These essays by a leading Israeli historian focus on Israeli decisions and the reasons behind the mass Arab exile from Palestine in 1948. Benny Morris addresses the transfer of Majdal's Arabs to Gaza in 1950, the initial absorption of the Palestinian refugees in Arab host countries in 1948-9, and why some Arabs remained in their villages. He then explores attitudes toward the Palestinian Arabs from the 1948 war to the differing perspectives of Israel's two main parties. By examining past and present Israeli historiography, Morris identifies and analyzes the major points of controversy between the "old" official Israeli histories and the "new" histories of the 1980s and beyond.
Benny Morris is professor of history in the Middle East Studies department of Ben-Gurion University of the Negev in the city of Be'er Sheva, Israel. He is a key member of the group of Israeli historians known as the "New Historians".
This collection of essays, written by the most prominent among Israel's "new historians", Benny Morris, is intended to serve as a complement to the author's groundbreaking study The Birth of the Palestinian Refugee Problem. Relevant documentary materials that were left out of Birth are included in this volume. With this work, the author aims to "contribute to an understanding of the origins of the Palestinian refugee problem and on the early history of Israel's Arab minority." (viii)

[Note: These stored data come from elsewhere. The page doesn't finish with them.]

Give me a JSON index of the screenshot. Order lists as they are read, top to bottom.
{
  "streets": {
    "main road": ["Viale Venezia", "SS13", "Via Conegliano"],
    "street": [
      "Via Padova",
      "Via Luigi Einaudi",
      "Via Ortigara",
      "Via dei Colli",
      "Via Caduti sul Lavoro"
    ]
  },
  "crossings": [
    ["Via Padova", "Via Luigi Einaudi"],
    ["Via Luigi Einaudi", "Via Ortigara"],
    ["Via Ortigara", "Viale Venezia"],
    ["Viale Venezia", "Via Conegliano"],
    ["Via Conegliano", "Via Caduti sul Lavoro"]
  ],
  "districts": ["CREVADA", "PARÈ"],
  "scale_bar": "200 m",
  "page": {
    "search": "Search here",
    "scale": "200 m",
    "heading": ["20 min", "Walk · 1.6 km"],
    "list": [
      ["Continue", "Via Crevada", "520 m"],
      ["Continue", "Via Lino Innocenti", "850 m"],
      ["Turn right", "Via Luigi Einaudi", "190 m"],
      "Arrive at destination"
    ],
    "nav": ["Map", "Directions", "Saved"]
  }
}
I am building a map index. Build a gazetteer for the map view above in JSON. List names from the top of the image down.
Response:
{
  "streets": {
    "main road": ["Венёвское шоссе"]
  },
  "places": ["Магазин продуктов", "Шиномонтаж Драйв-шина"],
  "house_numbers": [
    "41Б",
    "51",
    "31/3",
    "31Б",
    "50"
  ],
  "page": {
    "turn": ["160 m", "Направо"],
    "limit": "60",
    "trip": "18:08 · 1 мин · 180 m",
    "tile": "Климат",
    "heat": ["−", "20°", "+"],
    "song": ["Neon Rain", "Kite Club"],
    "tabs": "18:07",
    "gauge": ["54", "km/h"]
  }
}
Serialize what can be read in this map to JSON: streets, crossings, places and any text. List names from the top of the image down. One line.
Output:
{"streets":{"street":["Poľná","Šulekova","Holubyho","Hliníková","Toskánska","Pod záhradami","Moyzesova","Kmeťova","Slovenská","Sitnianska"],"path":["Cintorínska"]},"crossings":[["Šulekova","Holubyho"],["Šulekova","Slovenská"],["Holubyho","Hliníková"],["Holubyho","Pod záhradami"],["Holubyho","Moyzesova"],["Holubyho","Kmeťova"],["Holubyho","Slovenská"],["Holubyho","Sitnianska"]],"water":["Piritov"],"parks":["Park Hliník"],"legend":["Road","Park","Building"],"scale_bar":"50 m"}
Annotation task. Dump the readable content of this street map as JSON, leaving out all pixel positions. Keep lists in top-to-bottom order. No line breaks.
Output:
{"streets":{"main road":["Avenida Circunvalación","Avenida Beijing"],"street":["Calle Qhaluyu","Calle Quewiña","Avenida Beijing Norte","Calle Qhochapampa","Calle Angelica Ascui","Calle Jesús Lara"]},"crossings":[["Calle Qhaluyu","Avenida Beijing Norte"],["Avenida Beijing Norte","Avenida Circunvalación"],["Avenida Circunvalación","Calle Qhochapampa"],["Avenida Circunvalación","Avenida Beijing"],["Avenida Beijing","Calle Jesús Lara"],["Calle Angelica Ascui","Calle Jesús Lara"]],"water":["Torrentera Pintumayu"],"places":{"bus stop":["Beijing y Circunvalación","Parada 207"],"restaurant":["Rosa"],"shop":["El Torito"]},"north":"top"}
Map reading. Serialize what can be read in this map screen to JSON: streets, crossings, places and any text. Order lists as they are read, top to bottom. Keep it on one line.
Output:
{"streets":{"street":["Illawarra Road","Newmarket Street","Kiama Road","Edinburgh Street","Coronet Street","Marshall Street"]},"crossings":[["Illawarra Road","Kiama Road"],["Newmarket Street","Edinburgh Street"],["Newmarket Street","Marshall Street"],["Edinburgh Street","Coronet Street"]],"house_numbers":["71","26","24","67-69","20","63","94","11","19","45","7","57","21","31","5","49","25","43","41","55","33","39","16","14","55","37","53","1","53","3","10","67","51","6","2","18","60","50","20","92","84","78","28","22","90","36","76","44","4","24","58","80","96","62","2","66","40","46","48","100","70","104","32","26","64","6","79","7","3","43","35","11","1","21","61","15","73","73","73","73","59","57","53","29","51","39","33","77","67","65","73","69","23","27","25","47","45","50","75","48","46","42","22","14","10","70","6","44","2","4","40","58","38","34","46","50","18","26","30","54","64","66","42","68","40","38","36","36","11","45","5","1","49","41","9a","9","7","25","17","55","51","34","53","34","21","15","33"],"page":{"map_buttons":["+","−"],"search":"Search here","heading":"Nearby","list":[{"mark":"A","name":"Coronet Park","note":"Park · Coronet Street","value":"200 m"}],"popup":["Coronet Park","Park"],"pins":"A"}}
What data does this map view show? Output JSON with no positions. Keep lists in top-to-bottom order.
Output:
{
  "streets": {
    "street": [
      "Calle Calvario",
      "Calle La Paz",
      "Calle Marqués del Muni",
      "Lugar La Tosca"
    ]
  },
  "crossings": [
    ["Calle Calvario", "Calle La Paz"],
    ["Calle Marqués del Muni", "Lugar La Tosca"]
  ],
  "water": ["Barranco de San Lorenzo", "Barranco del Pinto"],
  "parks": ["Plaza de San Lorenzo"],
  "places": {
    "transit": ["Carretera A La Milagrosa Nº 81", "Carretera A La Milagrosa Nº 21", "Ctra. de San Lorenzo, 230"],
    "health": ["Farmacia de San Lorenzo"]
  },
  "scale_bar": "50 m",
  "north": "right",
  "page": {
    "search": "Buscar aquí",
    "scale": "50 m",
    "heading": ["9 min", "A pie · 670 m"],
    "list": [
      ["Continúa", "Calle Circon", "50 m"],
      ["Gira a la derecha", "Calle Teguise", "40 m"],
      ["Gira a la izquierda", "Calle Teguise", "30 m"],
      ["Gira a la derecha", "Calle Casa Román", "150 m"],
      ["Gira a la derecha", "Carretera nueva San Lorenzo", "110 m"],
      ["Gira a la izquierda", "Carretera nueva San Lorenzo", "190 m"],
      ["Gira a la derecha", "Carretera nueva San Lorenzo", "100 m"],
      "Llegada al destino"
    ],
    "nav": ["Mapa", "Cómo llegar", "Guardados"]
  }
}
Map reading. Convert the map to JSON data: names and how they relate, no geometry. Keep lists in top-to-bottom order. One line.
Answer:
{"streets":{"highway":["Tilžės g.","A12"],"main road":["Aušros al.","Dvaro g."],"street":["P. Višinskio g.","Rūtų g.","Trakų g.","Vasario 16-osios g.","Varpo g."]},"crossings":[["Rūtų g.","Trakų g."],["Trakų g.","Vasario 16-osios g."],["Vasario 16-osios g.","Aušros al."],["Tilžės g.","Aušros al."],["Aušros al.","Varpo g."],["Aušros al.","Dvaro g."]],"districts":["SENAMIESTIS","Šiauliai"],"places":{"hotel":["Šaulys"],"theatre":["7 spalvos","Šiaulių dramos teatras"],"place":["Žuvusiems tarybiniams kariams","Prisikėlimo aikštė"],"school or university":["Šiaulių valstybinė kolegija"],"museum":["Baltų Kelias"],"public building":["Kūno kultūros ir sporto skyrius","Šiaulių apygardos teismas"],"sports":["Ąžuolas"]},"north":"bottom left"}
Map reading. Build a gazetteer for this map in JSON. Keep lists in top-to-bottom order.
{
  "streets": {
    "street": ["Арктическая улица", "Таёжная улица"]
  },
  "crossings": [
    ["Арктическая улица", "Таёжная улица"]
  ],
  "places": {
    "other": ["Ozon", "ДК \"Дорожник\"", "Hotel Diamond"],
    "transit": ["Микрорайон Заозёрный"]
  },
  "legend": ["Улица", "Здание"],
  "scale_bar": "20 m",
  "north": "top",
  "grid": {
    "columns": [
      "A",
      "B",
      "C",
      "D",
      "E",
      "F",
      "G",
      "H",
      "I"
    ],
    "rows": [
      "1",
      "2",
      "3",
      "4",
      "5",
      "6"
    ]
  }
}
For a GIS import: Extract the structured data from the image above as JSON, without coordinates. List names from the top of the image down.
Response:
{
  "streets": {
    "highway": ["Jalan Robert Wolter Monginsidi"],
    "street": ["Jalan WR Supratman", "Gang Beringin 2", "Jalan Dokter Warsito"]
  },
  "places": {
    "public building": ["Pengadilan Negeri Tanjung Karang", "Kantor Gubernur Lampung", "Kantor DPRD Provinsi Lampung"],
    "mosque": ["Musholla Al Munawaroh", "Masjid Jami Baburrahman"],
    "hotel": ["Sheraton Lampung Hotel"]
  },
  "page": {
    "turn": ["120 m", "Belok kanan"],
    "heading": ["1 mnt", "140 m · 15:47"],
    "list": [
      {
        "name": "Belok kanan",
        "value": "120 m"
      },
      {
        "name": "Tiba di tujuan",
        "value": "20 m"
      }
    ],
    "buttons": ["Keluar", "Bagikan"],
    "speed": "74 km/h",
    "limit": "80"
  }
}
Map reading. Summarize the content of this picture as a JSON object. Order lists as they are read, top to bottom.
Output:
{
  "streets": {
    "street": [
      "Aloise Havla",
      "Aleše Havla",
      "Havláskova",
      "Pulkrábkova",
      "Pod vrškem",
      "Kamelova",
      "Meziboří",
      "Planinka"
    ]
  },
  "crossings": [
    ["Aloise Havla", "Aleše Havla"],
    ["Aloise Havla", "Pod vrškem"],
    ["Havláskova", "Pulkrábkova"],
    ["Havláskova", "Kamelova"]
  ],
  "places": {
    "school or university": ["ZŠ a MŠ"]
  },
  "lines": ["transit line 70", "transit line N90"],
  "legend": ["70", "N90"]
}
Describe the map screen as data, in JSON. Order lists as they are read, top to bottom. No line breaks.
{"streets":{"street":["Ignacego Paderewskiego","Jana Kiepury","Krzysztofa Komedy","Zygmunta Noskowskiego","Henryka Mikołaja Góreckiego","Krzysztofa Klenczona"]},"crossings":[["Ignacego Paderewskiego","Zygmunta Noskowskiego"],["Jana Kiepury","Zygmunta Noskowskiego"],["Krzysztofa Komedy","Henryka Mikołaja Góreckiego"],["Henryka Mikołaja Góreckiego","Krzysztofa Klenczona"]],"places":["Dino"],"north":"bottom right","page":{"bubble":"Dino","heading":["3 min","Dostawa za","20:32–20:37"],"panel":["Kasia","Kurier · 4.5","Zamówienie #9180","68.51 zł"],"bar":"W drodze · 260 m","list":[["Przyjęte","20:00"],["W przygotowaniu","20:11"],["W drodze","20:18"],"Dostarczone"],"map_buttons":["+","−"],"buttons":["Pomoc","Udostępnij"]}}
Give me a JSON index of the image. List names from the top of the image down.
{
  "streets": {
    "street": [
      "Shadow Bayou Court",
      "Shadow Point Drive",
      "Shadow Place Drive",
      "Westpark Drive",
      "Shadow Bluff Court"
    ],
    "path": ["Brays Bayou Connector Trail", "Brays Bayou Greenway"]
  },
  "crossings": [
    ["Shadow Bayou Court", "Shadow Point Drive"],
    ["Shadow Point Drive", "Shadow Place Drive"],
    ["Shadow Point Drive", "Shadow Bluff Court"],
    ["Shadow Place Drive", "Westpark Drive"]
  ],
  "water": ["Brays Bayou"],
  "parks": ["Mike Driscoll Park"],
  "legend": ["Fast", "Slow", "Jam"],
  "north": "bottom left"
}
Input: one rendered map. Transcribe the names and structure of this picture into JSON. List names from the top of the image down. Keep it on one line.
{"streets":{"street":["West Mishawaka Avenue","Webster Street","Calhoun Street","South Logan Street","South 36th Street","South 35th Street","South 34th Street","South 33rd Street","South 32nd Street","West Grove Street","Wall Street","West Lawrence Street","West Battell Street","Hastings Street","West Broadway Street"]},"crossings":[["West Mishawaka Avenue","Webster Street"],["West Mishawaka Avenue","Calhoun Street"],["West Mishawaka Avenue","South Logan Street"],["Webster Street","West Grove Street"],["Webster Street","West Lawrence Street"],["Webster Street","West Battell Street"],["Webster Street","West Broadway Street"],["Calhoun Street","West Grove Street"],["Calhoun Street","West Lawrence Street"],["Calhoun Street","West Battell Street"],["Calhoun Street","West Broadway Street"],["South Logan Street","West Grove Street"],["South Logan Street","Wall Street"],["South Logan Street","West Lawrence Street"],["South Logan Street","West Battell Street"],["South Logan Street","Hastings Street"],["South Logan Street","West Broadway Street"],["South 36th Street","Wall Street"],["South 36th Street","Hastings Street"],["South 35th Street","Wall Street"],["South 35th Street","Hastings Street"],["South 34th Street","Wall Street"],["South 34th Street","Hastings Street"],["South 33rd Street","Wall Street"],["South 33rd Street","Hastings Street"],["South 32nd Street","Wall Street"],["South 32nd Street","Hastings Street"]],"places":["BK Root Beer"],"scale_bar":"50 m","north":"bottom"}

The book's initial essay constitutes a handy, succinct summary of the main material findings of the "new" historiography. A number of points regarding the founding of the state of Israel, which for many decades, enjoyed the status of virtually unquestioned dogma have been more or less shattered by the new generation of historians through their analysis of a rich array of recently declassified archival material. Among the claims that have been undermined are the idea that the Zionists really accepted the partition resolution, that the Arabs of Palestine were dedicated to total war against the very idea of partition, that all the Arab states constituted one monolithic bloc singularly bent on the destruction of Israel, and that the Palestinian refugees had "voluntarily" fled the land on the orders of Arab commanders. The mythology has been accurately summarized by Israeli left-wing historian Simha Flapan, to whose work Morris refers although with disparagement. According to Morris, Flapan's work lacks credibility since it is driven by a political agenda rather than a strict concern with historical truth. Morris is not "sure that writing history serves any purpose or should serve any purpose that strays beyond the covers of each book and beyond the desire of practitioners and readers to penetrate the murk of the past" (27) I reserve myself against Morris's derision of Flapan, since he fails to provide any concrete example of its supposed failings. I for one find that author's work quite convincing. That caveat aside, the gist of Flapan's findings have in any event been confirmed in the "new" historiography, as Morris reviews with eloquence.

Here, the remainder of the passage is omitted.